Thank you. I totally forgot to add that he's bipolar and on clonapin and lamictal and ritalin just for that. Like I said I've been around addicts my whole life. And I'm still totally blindsided. He said he's not going to do it again but I have serious concerns about replacement addictions. I know he's hasn't taken any since yesterday since I have been with him. He just sneaked 150 mgs of seroquel at 6 am though. His reason? So he could sleep. So I'm about to start trashing stuff. I know he has to want this and I'm certainly not going to enable him. Any tips for not enabling a devoting heroine addict?
Tips? "Let go and let God." Your reaction to discovering your husband's relapse was not the reaction of an adult life partner and spouse but that of a parent trying to discipline a child. Do you really want to turn into a DEA cop too? My intent is not to be critical but to open your eyes to what usually happens to a marital relationship where addiction is concerned. We become parents and caretakers and that's not what marriage is supposed to be.
The hardest thing for us to do is to stand aside and allow our loved addicts to experience the consequences of their own actions and not try to save them from themselves. That doesn't mean we do nothing at all. Our job is to establish clear boundaries to protect our physical health, mental health and financial health from the addict's actions. You're the only one who can determine what those boundaries may be. Apparently you had already set a boundary that if your husband relapsed it was a marital dealbreaker. Since you didn't act on that boundary, he already knows you didn't mean it and there were no consequences when you busted him.
Al-Anon has so much to offer and you have much to learn from them. We don't sit in there and tell war stories about our addicted and alcoholic loved ones. We examine our own behavior and make changes to improve our own lives while dealing with the insanity that loving an addict brings to us. You have no more power over your husband's addiction than he does. You do have the power to improve and protect your own life and sanity.

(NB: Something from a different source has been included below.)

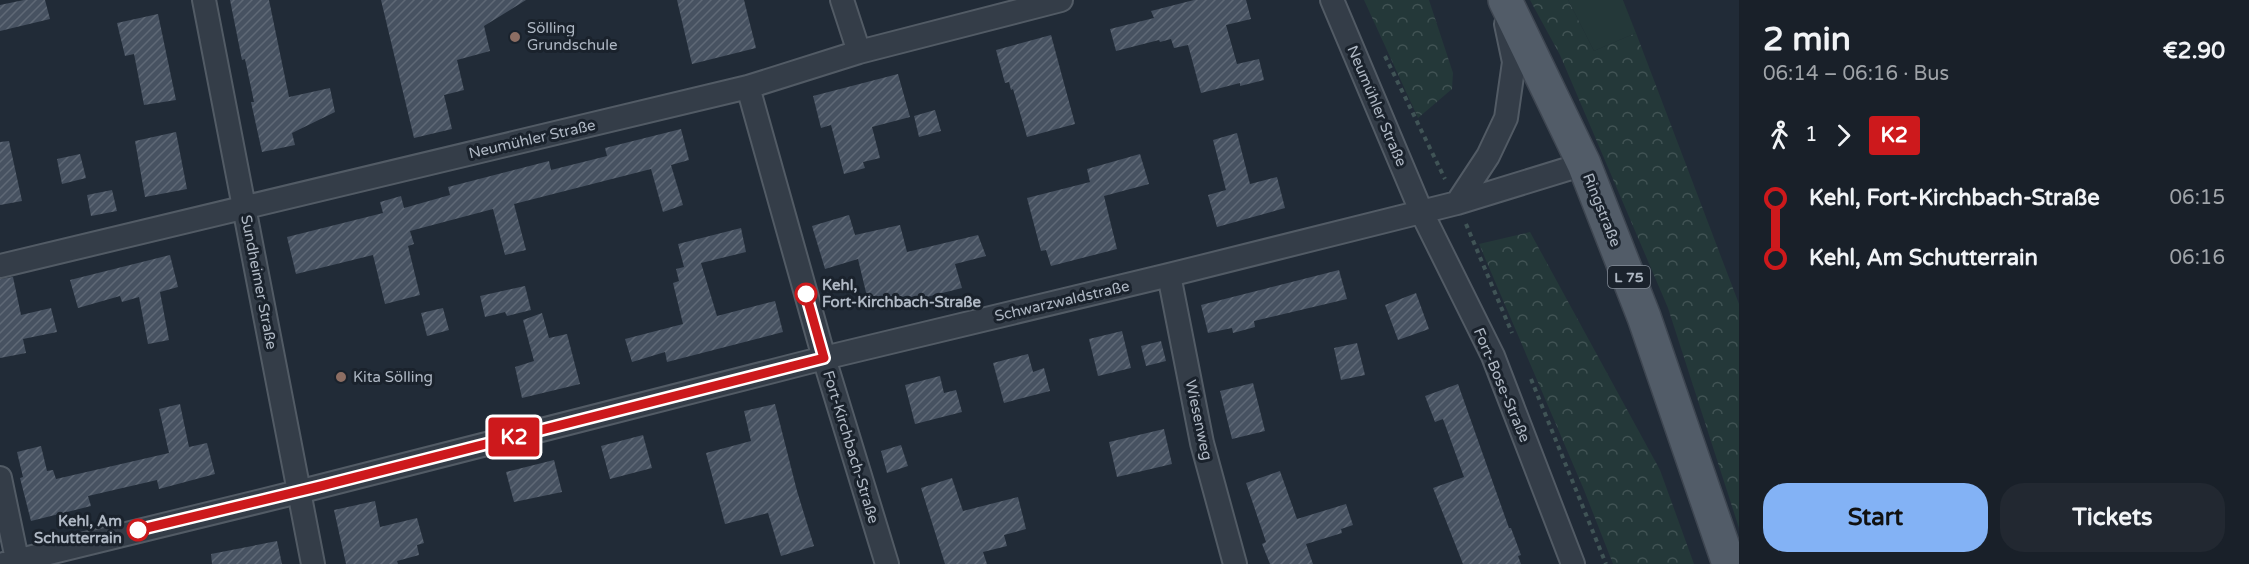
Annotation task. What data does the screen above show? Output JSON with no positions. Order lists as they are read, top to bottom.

Thank you jaybay, While your initial approach was a little harsh I understand what you're trying to say. What you didn't say though is what you think I should do. Alanon won't do anything to get us through his detoxing. Which by the way is what I'm currently dealing with. He told me he really wants to get clean but who knows if I believe him. And the only reason I'm even dealing with it instead of parking his detoxing butt in rehab is to protect his mom who doesn't deserve to have this on her shoulders AGAIN. And as far as consequences go, what do you suggest? Trust me when I say him facing his consequences is not a problem for me. You're absolutely right I have no desire to be his warden, but I really don't know what to do beside sit here and make sure he can't get any drugs right now. Once that's done, maybe Alanon will be my next step. And frankly I can't honestly say I won't leave him. I don't know if I'll ever be able to trust him again. Which is why I said I need guidance.
Is he prescribed 150mg of seroquel?
Does he abuse his bipolar meds?
Did he taper the suboxone with the help of a doctor? The suboxone withdrawals can last for a month or more.
Does he attend support groups such as na or aa?
To maintain his sobriety takes work.
During his detox He needs to stay hydrated,eat small amounts of food,soups,crackers. It is best if he moves around.take walks. Has he been to the doctor who prescribes his bipolar meds and confessed to his heroin use?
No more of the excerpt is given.